What they need to know
You’ve probably already had to talk to them about dementia and what it means, so now you simply need to explain, in a very matter-of-fact way. Something along the lines of:
“Granny (or whoever it is) has moved house. She’s now living in a home which she shares with other people. Some of the people who share the new home might be sick. But Granny has her own cosy bedroom with her favourite armchair, photos and some furniture from her old house, and lots of kind people take care of her and make sure she isn’t lonely.”
Give them ground rules
Since the new home is one she shares, there will be some parts of it they can’t go in, such as the kitchen, dining room or other people’s bedrooms. You could say it’s a bit like visiting someone in a hotel!
What to take
For younger children take favourite toys, dolls or books that they can play with either on their own or, if possible, with your loved one. Let them sit on their knee for a cuddle if they want to (but don’t force them) or look at a picture book together. It doesn’t matter if neither of them are able to read the story, just talking about the pictures is enough. Simply watching a child playing can bring happiness to someone with dementia so don’t get stressed if your children want to play alone.
Tip: Avoid toys that are noisy or complicated and likely to irritate or annoy the person you’re visiting.
Tip: Colouring books are a great shared activity and there are an increasing number of dementia-specific colouring books available to buy.
Keep it short and sweet
Young children can get bored very quickly so make sure your first visit doesn’t drag on. If possible, have another appointment lined up so you have a reason to leave early, whilst everyone is still enjoying themselves.

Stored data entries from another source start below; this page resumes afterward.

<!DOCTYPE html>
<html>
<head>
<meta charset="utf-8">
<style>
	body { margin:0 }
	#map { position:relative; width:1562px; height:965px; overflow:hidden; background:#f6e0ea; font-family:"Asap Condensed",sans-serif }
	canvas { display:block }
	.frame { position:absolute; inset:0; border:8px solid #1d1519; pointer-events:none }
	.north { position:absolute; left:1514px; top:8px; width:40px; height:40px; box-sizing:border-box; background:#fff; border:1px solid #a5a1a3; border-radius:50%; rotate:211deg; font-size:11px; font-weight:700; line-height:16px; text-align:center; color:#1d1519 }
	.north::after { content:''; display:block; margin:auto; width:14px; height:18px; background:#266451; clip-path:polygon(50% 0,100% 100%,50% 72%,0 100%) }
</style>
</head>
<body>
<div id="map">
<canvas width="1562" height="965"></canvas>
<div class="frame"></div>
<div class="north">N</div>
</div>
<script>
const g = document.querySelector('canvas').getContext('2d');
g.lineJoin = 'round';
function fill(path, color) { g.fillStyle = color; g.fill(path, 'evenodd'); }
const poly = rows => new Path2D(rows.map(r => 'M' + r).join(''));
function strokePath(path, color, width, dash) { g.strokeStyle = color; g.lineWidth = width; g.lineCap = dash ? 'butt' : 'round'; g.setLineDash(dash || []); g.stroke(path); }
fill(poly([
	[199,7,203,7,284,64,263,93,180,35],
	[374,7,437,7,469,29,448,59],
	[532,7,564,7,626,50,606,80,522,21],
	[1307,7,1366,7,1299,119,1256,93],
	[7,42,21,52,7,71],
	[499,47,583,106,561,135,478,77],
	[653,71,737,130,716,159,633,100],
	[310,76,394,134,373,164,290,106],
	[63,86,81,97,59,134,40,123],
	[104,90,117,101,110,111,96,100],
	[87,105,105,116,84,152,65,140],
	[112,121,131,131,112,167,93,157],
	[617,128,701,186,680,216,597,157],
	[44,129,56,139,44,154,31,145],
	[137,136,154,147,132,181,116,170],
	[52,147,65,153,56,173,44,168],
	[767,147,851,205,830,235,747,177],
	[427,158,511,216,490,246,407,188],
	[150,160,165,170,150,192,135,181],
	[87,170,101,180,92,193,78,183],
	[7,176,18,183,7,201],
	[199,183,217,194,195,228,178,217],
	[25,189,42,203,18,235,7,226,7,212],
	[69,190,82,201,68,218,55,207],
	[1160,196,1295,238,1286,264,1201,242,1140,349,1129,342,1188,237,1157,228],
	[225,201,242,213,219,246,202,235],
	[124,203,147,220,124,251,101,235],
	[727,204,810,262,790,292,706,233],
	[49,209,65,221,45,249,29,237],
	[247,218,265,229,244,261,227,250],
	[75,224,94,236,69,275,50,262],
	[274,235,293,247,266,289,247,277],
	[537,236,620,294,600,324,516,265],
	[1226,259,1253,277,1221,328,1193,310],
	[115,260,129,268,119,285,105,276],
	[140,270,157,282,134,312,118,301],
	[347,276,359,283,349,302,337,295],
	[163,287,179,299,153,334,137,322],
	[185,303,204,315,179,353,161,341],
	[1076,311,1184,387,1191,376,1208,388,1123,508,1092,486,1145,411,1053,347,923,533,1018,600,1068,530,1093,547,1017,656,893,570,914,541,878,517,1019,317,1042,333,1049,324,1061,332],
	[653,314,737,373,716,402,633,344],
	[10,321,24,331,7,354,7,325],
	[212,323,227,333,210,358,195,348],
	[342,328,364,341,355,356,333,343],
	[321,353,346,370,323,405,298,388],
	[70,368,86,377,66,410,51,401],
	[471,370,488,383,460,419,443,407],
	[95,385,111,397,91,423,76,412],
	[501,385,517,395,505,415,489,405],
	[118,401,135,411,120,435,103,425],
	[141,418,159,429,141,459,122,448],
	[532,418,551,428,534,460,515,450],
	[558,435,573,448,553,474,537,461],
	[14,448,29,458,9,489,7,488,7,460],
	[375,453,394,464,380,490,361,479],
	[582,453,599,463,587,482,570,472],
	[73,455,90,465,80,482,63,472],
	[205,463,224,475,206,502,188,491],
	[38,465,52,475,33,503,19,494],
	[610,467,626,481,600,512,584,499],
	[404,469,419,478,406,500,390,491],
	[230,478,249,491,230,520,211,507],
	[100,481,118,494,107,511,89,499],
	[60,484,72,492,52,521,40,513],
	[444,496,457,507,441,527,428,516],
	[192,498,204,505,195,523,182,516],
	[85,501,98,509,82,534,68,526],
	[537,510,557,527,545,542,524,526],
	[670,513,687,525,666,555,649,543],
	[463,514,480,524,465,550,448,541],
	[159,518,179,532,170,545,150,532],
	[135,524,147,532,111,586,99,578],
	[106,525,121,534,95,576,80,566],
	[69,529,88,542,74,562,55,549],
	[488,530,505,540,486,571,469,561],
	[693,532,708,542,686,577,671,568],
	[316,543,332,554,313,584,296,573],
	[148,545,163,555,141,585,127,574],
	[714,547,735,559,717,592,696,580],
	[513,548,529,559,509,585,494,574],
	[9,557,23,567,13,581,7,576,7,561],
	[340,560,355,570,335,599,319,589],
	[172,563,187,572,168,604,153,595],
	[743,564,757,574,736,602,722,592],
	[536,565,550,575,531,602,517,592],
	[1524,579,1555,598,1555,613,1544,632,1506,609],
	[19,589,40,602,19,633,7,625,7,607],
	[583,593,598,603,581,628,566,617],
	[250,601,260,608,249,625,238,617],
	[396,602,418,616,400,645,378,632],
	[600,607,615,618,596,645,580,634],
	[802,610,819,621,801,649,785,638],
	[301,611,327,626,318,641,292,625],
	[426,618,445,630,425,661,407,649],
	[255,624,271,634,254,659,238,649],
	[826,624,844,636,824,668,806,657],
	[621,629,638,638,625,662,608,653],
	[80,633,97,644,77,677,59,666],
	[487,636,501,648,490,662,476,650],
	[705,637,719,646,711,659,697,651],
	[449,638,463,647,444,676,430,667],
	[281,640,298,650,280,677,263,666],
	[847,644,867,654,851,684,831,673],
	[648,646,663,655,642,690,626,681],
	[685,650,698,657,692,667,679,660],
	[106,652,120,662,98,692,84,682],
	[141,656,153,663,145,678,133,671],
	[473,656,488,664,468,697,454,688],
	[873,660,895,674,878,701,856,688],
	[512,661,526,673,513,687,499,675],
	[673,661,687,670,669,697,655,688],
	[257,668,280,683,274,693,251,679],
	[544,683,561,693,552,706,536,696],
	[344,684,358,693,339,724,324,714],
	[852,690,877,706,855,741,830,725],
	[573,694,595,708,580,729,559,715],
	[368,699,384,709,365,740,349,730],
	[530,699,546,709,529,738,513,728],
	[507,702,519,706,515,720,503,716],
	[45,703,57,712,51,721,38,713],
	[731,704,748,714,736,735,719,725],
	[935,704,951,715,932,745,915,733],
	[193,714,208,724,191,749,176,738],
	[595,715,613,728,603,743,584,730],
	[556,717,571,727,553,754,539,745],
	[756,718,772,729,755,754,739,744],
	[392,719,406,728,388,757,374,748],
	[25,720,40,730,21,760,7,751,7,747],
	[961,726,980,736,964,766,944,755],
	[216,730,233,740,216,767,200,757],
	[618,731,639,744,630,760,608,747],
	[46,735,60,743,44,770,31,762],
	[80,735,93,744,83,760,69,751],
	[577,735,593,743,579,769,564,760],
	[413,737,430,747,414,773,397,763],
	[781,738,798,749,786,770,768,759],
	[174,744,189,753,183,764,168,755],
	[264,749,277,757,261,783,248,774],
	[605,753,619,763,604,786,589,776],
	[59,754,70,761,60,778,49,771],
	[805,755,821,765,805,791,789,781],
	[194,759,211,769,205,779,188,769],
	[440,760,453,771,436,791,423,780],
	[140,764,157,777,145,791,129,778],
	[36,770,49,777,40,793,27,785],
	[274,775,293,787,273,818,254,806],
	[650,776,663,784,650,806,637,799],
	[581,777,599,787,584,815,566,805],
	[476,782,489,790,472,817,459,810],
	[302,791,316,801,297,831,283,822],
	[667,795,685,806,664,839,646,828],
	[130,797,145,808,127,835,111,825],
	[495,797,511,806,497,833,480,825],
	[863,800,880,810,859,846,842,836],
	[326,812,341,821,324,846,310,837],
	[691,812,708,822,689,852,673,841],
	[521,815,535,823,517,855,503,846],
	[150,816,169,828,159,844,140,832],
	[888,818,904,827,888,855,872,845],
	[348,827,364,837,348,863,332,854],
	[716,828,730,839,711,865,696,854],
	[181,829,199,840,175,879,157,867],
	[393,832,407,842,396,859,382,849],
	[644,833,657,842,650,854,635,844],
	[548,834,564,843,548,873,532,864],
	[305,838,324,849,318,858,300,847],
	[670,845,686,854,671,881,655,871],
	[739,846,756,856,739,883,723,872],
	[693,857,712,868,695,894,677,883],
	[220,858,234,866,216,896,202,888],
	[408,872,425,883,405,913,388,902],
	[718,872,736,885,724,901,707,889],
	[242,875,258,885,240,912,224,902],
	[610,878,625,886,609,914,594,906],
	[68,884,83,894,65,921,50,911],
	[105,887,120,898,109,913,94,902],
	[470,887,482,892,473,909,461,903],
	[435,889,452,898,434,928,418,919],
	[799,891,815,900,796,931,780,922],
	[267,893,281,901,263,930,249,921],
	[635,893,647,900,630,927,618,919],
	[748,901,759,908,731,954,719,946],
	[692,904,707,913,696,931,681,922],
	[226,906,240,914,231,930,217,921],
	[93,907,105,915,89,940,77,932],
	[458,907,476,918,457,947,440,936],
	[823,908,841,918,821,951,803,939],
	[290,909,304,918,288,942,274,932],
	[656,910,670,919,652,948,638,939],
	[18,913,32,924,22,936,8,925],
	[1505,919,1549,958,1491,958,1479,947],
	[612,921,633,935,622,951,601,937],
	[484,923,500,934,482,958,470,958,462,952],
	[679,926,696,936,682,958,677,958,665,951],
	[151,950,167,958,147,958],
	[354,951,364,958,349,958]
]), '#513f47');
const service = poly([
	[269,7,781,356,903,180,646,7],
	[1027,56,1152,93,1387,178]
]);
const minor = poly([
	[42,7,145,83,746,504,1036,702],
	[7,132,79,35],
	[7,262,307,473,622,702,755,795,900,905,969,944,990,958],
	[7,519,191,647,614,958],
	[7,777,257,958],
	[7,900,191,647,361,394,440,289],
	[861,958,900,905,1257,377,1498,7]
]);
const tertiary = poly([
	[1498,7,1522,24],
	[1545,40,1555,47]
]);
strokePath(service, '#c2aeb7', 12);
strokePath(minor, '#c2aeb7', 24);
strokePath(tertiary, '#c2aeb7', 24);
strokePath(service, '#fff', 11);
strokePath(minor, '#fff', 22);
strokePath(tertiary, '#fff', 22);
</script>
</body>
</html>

Older children and longer visits
Jigsaw puzzles or art activities such as scrap booking are easy to set up and can be very absorbing for older children and people with dementia. Take along a supply of old magazines, birthday cards, bits of ribbon and fabric, felt-tip pens, crayons, child-friendly scissors and glue, and scrapbook with sturdy pages. Making something together can be enjoyable and rewarding. It’s also nice for a child to feel they’ve been ‘helping’ the person they’re visiting. Take a look at our craft supplies for inspiration.
Take advantage of their technological skills by asking them to video, or take photos of the visit, bring a laptop along and find funny videos from YouTube that the person you’re visiting might enjoy, or which may trigger happy memories.
Tip: Arrange a Skype call or FaceTime with loved ones who live too far away to visit very often. The person with dementia could find this thrilling.
Good to know
Don’t worry if your visit doesn’t go exactly as you wanted. Simply being around children is often enough to brighten the day of someone with dementia.